PD-L1 did not seem to be a reliable predictor for benefit based on an analysis of CheckMate-032.
"If you look at responses based on PD-L1 expression, there are responses in people who are PD-L1 positive and PD-L1 negative, so it is not a fantastic predictor of benefit," Gainor said.
Ongoing phase III studies are taking these clinical data a few steps further. In the phase III CheckMate-451 trial, approximately 810 patients with SCLC are being randomized in a 1:1:1 ratio to receive nivolumab, nivolumab plus ipilimumab, or placebo (NCT02538666). The primary endpoints are overall survival (OS) and progression-free survival (PFS).
Additionally, the CheckMate-331 study compares OS outcomes with nivolumab versus topotecan (Hycamtin) or amrubicin in patients with SCLC who did not previously receive treatment with CTLA-4, CD-137, or PD-1/PD-L1/PD-L2 inhibitors (NCT02481830).
Aside from PD-1 therapy, DLL3 is another target being explored in SCLC, Gainor explained. DLL3 is normally expressed during Golgi development, can be aberrantly expressed in SCLC tumor-initiating cells, and interacts with and inhibits NOTCH1
signaling. It may also mediate NOTCH inhibition downstream of ASCL1.

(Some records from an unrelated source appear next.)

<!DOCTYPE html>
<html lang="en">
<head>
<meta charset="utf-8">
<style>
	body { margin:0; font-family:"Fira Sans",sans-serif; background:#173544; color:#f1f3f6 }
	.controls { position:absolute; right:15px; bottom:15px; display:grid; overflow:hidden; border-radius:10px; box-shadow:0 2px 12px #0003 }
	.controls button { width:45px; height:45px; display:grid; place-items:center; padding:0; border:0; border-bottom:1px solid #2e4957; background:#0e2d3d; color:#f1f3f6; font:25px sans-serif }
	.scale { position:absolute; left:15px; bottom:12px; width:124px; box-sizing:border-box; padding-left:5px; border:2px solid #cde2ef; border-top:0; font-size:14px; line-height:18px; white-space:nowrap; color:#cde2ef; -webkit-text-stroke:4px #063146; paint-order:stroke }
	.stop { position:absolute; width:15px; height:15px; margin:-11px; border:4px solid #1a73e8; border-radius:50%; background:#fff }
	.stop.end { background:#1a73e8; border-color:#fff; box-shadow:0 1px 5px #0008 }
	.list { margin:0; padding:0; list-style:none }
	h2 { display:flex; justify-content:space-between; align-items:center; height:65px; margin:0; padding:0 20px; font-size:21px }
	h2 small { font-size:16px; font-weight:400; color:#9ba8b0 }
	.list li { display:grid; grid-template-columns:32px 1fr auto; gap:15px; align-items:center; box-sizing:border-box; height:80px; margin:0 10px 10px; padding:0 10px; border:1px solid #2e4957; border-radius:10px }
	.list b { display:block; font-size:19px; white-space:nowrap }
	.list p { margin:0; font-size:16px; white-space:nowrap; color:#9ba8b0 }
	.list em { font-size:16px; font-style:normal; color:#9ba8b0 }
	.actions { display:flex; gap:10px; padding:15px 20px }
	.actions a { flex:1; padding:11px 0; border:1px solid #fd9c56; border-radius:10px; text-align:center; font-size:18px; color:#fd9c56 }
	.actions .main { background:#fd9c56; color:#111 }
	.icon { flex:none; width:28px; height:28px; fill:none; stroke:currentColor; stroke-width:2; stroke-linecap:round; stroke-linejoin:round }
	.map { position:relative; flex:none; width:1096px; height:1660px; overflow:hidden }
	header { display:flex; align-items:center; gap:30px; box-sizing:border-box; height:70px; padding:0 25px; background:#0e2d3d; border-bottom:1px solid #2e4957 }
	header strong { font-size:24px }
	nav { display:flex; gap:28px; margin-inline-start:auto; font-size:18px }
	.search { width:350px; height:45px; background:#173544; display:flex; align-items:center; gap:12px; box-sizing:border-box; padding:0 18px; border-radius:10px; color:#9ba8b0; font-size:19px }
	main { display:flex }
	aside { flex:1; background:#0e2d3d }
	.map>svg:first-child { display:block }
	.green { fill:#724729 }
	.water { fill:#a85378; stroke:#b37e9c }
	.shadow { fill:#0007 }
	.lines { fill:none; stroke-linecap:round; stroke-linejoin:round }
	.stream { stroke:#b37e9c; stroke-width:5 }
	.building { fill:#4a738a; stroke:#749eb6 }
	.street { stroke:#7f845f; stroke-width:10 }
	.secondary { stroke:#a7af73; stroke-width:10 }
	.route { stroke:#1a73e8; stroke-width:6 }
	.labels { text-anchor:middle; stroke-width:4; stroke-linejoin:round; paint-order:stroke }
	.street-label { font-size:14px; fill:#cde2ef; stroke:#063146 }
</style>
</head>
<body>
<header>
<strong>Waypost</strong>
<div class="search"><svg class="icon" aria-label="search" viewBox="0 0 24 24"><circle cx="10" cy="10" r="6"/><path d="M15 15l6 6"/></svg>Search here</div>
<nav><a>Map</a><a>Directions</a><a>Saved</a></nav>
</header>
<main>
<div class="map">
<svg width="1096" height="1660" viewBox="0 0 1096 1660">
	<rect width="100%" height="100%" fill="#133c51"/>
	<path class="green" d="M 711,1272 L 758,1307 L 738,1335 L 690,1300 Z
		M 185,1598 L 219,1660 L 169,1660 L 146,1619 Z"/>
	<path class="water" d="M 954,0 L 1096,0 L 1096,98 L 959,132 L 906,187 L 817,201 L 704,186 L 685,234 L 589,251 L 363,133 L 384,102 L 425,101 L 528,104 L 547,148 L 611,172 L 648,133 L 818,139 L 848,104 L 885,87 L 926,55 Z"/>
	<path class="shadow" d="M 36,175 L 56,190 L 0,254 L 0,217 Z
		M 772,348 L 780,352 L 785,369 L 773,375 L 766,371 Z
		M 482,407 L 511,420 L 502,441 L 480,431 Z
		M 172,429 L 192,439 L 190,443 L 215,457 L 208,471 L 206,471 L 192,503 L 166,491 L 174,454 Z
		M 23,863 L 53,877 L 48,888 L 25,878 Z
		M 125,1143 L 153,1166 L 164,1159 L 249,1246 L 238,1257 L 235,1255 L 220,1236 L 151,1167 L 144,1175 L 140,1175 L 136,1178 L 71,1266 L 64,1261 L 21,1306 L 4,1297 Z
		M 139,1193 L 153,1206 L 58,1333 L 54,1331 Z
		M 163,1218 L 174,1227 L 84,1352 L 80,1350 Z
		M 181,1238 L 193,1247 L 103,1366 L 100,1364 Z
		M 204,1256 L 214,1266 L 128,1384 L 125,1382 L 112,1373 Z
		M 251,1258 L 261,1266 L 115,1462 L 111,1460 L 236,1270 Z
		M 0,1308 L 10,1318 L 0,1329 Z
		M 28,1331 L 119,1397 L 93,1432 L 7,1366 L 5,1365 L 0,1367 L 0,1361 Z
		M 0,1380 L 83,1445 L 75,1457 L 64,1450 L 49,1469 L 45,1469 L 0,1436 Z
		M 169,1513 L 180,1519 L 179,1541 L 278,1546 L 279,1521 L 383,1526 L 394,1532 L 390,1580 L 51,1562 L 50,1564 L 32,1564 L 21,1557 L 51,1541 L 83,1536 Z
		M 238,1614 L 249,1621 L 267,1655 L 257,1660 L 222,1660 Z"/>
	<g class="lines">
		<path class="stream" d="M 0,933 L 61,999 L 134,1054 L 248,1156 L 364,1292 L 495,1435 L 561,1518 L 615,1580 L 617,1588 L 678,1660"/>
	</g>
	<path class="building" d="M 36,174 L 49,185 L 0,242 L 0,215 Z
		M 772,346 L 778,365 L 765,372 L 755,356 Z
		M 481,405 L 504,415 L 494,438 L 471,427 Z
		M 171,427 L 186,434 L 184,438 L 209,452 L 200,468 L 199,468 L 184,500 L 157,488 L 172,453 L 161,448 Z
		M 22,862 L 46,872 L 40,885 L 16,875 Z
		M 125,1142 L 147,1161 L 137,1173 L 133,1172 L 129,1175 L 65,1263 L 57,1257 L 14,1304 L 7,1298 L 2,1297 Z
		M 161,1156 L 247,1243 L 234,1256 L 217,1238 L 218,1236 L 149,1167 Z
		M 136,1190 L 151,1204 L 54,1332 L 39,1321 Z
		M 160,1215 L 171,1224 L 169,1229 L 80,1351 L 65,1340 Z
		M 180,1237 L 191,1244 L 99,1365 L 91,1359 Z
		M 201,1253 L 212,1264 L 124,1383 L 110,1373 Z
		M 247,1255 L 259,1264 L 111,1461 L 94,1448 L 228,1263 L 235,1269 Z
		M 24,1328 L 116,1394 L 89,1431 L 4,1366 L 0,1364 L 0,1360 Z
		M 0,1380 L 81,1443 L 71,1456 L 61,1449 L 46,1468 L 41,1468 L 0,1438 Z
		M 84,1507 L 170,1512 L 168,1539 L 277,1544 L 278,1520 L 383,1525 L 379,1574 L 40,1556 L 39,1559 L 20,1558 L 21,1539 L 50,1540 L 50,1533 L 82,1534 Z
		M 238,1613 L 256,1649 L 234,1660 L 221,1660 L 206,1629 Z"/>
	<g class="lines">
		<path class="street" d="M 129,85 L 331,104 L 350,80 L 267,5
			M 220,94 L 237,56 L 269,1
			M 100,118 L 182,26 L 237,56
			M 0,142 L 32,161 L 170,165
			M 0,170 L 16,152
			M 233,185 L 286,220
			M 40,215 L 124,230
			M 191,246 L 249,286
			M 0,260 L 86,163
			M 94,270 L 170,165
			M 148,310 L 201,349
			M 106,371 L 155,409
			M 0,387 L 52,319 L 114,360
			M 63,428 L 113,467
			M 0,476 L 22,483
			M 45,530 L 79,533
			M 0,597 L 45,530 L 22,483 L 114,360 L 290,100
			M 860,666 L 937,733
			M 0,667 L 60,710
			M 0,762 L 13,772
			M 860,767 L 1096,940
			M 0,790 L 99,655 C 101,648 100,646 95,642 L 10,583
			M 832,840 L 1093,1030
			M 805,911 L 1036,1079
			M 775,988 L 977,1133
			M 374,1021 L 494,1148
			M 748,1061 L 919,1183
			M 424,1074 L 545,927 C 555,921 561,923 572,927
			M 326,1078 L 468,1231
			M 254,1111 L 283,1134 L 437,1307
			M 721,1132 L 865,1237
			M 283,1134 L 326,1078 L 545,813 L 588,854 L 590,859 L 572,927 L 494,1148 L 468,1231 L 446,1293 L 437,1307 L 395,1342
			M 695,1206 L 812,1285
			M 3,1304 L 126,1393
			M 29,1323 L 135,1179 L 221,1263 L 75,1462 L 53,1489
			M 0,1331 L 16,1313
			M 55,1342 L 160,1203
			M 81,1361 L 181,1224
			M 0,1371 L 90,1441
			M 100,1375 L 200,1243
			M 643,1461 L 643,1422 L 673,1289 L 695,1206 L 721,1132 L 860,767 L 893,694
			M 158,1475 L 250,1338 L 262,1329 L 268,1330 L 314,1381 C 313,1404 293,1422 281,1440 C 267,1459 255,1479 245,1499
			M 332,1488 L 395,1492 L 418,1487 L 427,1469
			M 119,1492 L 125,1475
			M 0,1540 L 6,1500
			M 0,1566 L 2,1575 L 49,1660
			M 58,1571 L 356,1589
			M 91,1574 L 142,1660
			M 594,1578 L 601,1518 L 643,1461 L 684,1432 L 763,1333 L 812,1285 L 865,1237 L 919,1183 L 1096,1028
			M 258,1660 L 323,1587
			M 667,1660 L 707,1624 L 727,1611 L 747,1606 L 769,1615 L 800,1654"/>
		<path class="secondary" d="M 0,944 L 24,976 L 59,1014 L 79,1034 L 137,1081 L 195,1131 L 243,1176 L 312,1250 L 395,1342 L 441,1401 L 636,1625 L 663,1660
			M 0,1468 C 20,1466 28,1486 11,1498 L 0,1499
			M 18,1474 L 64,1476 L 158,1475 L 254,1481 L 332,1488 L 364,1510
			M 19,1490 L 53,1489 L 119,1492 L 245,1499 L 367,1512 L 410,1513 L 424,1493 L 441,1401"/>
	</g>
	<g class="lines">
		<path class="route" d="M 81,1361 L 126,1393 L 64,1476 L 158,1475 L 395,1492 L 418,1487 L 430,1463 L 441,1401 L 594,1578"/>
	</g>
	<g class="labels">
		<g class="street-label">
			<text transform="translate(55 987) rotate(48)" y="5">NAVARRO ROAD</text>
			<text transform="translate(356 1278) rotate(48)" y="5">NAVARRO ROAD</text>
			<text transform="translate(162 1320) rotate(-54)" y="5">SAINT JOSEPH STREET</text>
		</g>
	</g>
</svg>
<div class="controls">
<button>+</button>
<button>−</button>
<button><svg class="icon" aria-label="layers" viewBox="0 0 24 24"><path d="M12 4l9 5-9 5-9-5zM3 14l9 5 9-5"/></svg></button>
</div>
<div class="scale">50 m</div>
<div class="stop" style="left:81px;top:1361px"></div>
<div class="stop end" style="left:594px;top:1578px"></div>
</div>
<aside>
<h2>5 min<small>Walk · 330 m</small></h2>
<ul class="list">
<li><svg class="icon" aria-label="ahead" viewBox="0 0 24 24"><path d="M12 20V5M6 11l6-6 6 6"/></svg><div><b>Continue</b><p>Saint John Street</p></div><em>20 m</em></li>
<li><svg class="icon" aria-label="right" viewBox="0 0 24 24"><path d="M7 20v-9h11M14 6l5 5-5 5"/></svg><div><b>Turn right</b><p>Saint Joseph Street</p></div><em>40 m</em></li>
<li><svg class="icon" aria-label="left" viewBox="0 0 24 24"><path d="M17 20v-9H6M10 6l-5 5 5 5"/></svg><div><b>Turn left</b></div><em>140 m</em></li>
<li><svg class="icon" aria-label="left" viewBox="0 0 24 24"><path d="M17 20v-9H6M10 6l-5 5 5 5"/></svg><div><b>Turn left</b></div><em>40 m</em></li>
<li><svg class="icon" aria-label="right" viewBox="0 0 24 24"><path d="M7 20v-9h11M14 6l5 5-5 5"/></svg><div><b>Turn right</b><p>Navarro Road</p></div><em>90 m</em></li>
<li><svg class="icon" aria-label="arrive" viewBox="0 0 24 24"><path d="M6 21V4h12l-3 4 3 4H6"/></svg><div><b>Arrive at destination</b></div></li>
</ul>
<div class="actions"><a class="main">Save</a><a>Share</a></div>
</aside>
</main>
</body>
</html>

Rovalpituzumab-tesirine (Rova-T) is a DLL3-targeted antibody-drug conjugate that demonstrated encouraging single-agent antitumor activity with a manageable safety profile in a phase Ib trial for the treatment of patients with recurrent SCLC.3
In the study, 11 of 60 evaluable patients (18%) who received an active dose of Rova-T achieved a confirmed objective response, and 30 patients (50%) had stable disease. The median PFS was 2.8 months (95% CI, 2.5-4.0).
An exploratory analysis of available tumor tissue samples (n = 34) from this trial showed an overall response rate of 38% (n = 10) among 26 DLL3-high patients compared with 0% in DLL3-low patients. The median PFS was 4.3 months (95% CI, 2.8-5.6) versus 2.2 months (95% CI, 1.3-2.5), respectively.